Derek Zona and Gabe Desjardins over at Behind the Net Hockey (mostly shot quality deniers) have put up a $150 prize for anyone who can show that shot quality exists. One method they suggested one could pursue to prove such a thing was the following:
Are there players or teams with the ability to drive or suppress on-ice shooting percentage? What are their characteristics?
This prompted Rob Vollman (who I presume is a shot quality denier, my apologies if not) to look into just that and to do so he identified a group of players who had the highest save percentage against while they were on the ice. The theory is, if shot quality suppression was a talent then there should exist players who experience a very good save percentage for their team while they are on the ice. The group of players identified varied significantly from George Parros to Kyle Wellwood to Sean O’Donnell to Marco Sturm. In the end Rob came to the conclusion that these players all had high save percentages while they were on the ice because they mostly played against weaker quality of competition.
But none of them are facing their team’s toughest minutes. If they truly had the ability to suppress shooting percentage, why would Kesler and Burrows hop out against Ovechkin instead of Malhotra? Why would Pronger keep an eye on Crosby instead of O’Donnell? Kudos to each of them for playing their roles very well, but the explanation still appears grounded in Quality of Competition.
And there is the fault in logic.
- Claim: Shot quality doesn’t exist.
- Counter-evidence: Some players do experience higher save percentages while they are on the ice.

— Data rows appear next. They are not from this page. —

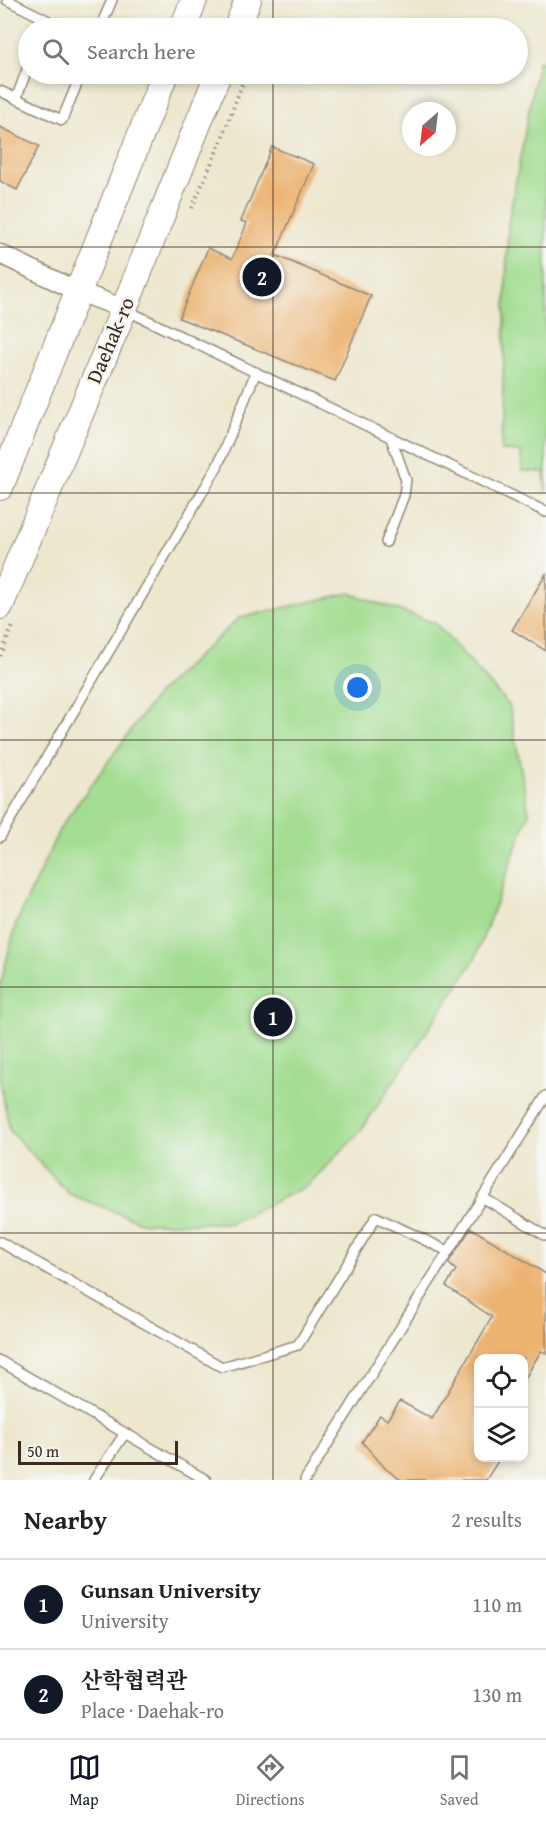 <!DOCTYPE html>
<html lang="en">
<head>
<meta charset="utf-8">
<style>
  body { margin:0; font-family:"Gentium Book Plus","Noto Serif KR",serif; background:#f2f2f2; color:#202124 }
  .controls { position:absolute; right:18px; bottom:18px; display:grid; overflow:hidden; border-radius:12px; box-shadow:0 3px 9px #0003 }
  .controls button { width:54px; height:54px; display:grid; place-items:center; padding:0; border:0; border-bottom:2px solid #e0e0e0; background:#fff; color:#202124; font:30px sans-serif }
  .compass { position:absolute; left:402px; top:102px; width:54px; height:54px; border-radius:50%; background:#fff; box-shadow:0 3px 9px #0003; rotate:208deg }
  .scale { position:absolute; left:18px; bottom:15px; width:160px; box-sizing:border-box; padding-left:6px; border:3px solid #3b2a1e; border-top:0; font-size:16px; line-height:21px; white-space:nowrap; color:#3b2a1e; -webkit-text-stroke:4px #f6f6f2; paint-order:stroke }
  .you { position:absolute; left:358px; top:688px; width:21px; height:21px; margin:-15px; border:4px solid #fff; border-radius:50%; background:#1a73e8; box-shadow:0 0 0 9px #1a73e833 }
  .badge { display:grid; place-items:center; width:39px; height:39px; border-radius:50%; background:#111827; color:#fff; font-size:20px; font-weight:700 }
  .pin { position:absolute; translate:-50% -50%; border:3px solid #fff; box-shadow:0 2px 6px #0006 }
  .list { margin:0; padding:0; list-style:none }
  h2 { display:flex; justify-content:space-between; align-items:center; height:78px; margin:0; padding:0 24px; font-size:26px }
  h2 small { font-size:20px; font-weight:400; color:#757577 }
  .list li { display:grid; grid-template-columns:39px 1fr auto; gap:18px; align-items:center; box-sizing:border-box; height:90px; padding:0 24px; border-top:2px solid #e0e0e0 }
  .list b { display:block; font-size:22px; white-space:nowrap }
  .list p { margin:0; font-size:20px; white-space:nowrap; color:#757577 }
  .list em { font-size:20px; font-style:normal; color:#757577 }
  .icon { flex:none; width:33px; height:33px; fill:none; stroke:currentColor; stroke-width:2; stroke-linecap:round; stroke-linejoin:round }
  .map { position:relative; flex:none; width:546px; height:1480px; overflow:hidden }
  .search { position:absolute; background:#fff; box-shadow:0 3px 9px #0003; left:18px; right:18px; top:18px; height:66px; display:flex; align-items:center; gap:15px; box-sizing:border-box; padding:0 21px; border-radius:33px; color:#757577; font-size:22px }
  .sheet { height:258px; background:#fff }
  nav { display:flex; justify-content:space-around; align-items:center; box-sizing:border-box; height:84px; border-top:2px solid #e0e0e0; background:#fff; font-size:16px; color:#757577 }
  nav a { display:grid; justify-items:center; gap:3px }
  nav .on { color:#111827 }
  .map>svg:first-child { display:block }
  .green { fill:#a2dd91; stroke:#6e8458; stroke-width:1.5 }
  .building { fill:#ecb26f }
  .lines { fill:none; stroke-linecap:round; stroke-linejoin:round }
  .lane-casing { stroke:#948876; stroke-width:12 }
  .street-casing { stroke:#948876; stroke-width:21 }
  .secondary-casing { stroke:#948876; stroke-width:28 }
  .path { stroke:#948876; stroke-width:4; stroke-dasharray:1.5 4.5; stroke-linecap:butt }
  .lane { stroke:#fff; stroke-width:9 }
  .street { stroke:#fff; stroke-width:18 }
  .secondary { stroke:#fff; stroke-width:26 }
  .grid { fill:none; stroke:#3b2a1e; stroke-width:1.5; stroke-opacity:0.55 }
  .labels { text-anchor:middle; dominant-baseline:central; stroke-width:5; stroke-linejoin:round; paint-order:stroke }
  .street-label { font-size:21px; fill:#3b2a1e; stroke:#f6f6f2 }
</style>
</head>
<body>
<div class="map">
<svg width="546" height="1480" viewBox="0 0 546 1480">
  <rect width="100%" height="100%" fill="#f6f6f2"/>
  <filter id="ink" filterUnits="userSpaceOnUse"><feTurbulence type="fractalNoise" baseFrequency=".0167" numOctaves="2"/><feDisplacementMap in="SourceGraphic" scale="12" xChannelSelector="R" yChannelSelector="G"/><feConvolveMatrix kernelMatrix="1 2 1 2 8 2 1 2 1" color-interpolation-filters="sRGB"/></filter>
  <filter id="wash" filterUnits="userSpaceOnUse"><feTurbulence type="fractalNoise" baseFrequency=".008" numOctaves="4" result="noise"/><feDisplacementMap in="SourceGraphic" scale="24" xChannelSelector="R" yChannelSelector="G"/><feGaussianBlur stdDeviation="1.35" result="paint"/><feColorMatrix in="noise" values="0 0 0 0 0 0 0 0 0 0 0 0 0 0 0 0 0 1.4 0 .05"/><feComposite in="paint" operator="in"/></filter>
  <g filter="url(#wash)">
    <rect width="100%" height="100%" fill="#ede7ce"/>
    <path class="green" d="M538,62H546V493L544,472L522,471L521,452L501,451L508,223Z
      M349,593L435,623L509,705L529,813L475,959L360,1132L307,1186L230,1223H143L69,1194L10,1131L0,1081V986L16,924L60,828L158,693L239,618Z"/>
    <g id="blocks">
      <path class="building" d="M0,127L39,146L17,190L0,181Z
        M272,147L314,164L275,255L371,296L335,381L179,318L208,248L232,259L247,223L241,221Z
        M546,574V651L512,630Z
        M471,1228L546,1274V1353L541,1351L524,1380V1358H478V1458H493L498,1461L486,1480H401L386,1469L362,1442L380,1415L387,1420L400,1401L432,1419L492,1317L446,1286L456,1270L448,1263Z"/>
    </g>
  </g>
  <g filter="url(#ink)">
    <use href="#blocks" fill-opacity="0" stroke="#948876" stroke-width="1.5"/>
    <g class="lines">
      <defs>
        <path id="lane" d="M7,0L47,20L44,28
          M100,28L112,0
          M0,91L62,120L81,74
          M16,99L28,67
          M126,310L546,512
          M386,542L404,495L406,480L391,438
          M0,837L217,467L256,372
          M482,1197L546,1236
          M0,1242L222,1367L298,1345L376,1217L448,1251
          M0,1361L206,1480
          M94,1480L125,1433
          M305,1480L546,1096"/>
        <path id="street" d="M0,254L77,291L124,309"/>
        <path id="secondary" d="M183,28L194,0
          M237,28L248,0
          M0,487L165,74
          M0,606L124,309L218,74"/>
      </defs>
      <use href="#lane" class="lane-casing"/>
      <use href="#street" class="street-casing"/>
      <use href="#secondary" class="secondary-casing"/>
      <path class="path" d="M192,208L221,141L244,79V74
        M0,656L13,626"/>
      <use href="#lane" class="lane"/>
      <use href="#street" class="street"/>
      <use href="#secondary" class="secondary"/>
    </g>
  </g>
  <path class="grid" d="M273,0V28M273,74V1480M0,247H546M0,493H546M0,740H546M0,987H546M0,1233H546"/>
  <g class="labels">
    <g class="street-label">
      <text transform="translate(110 340) rotate(-67)">Daehak-ro</text>
    </g>
  </g>
</svg>
<div class="controls">
<button><svg class="icon" aria-label="locate" viewBox="0 0 24 24"><circle cx="12" cy="12" r="6"/><path d="M12 2v4M12 18v4M2 12h4M18 12h4"/></svg></button>
<button><svg class="icon" aria-label="layers" viewBox="0 0 24 24"><path d="M12 4l9 5-9 5-9-5zM3 14l9 5 9-5"/></svg></button>
</div>
<svg class="compass" viewBox="-18 -18 36 36"><path d="M0-13l5 13h-10z" fill="#e53935"/><path d="M0 13l5-13h-10z" fill="#757577"/></svg>
<div class="scale">50 m</div>
<div class="you"></div>
<div class="pin badge" style="left:273px;top:1017px">1</div>
<div class="pin badge" style="left:262px;top:277px">2</div>
<div class="search"><svg class="icon" aria-label="search" viewBox="0 0 24 24"><circle cx="10" cy="10" r="6"/><path d="M15 15l6 6"/></svg>Search here</div>
</div>
<section class="sheet">
<h2>Nearby<small>2 results</small></h2>
<ul class="list">
<li><span class="badge">1</span><div><b>Gunsan University</b><p>University</p></div><em>110 m</em></li>
<li><span class="badge">2</span><div><b>산학협력관</b><p>Place · Daehak-ro</p></div><em>130 m</em></li>
</ul>
</section>
<nav>
<a class="on"><svg class="icon" aria-label="map" viewBox="0 0 24 24"><path d="M3 6l6-2 6 2 6-2v14l-6 2-6-2-6 2zM9 4v14M15 6v14"/></svg>Map</a>
<a><svg class="icon" aria-label="directions" viewBox="0 0 24 24"><path d="M12 3l9 9-9 9-9-9zM9 14v-3h6M13 9l2 2-2 2"/></svg>Directions</a>
<a><svg class="icon" aria-label="saved" viewBox="0 0 24 24"><path d="M7 4h10v16l-5-4-5 4z"/></svg>Saved</a>
</nav>
</body>
</html>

- Rational: They do so because they play against weaker quality of competition.
- Claim Confirmed: Phew, my claim that shot quality doesn’t exist remains valid.
Now the whole problem with that theory is the rational part because the rational part requires shot quality to be real for it to be true. The only way you can have a better quality of competition (in terms shooting/save percentage) is to have shot quality exist. If shot quality didn’t exist all competitors would have the same level of shooting percentage talent. The claim and rational can’t both be true, so the logic fails.
And that is where identifying shot quality becomes difficult. Players that are generally good at reducing the quality of shots against are lined up against opponents who are generally good at creating quality shots for. The net result is their talents cancel each other out to some extent making it difficult to identify shot quality driving/suppressing talent just by looking at the numbers in isolation of who they are playing with and against.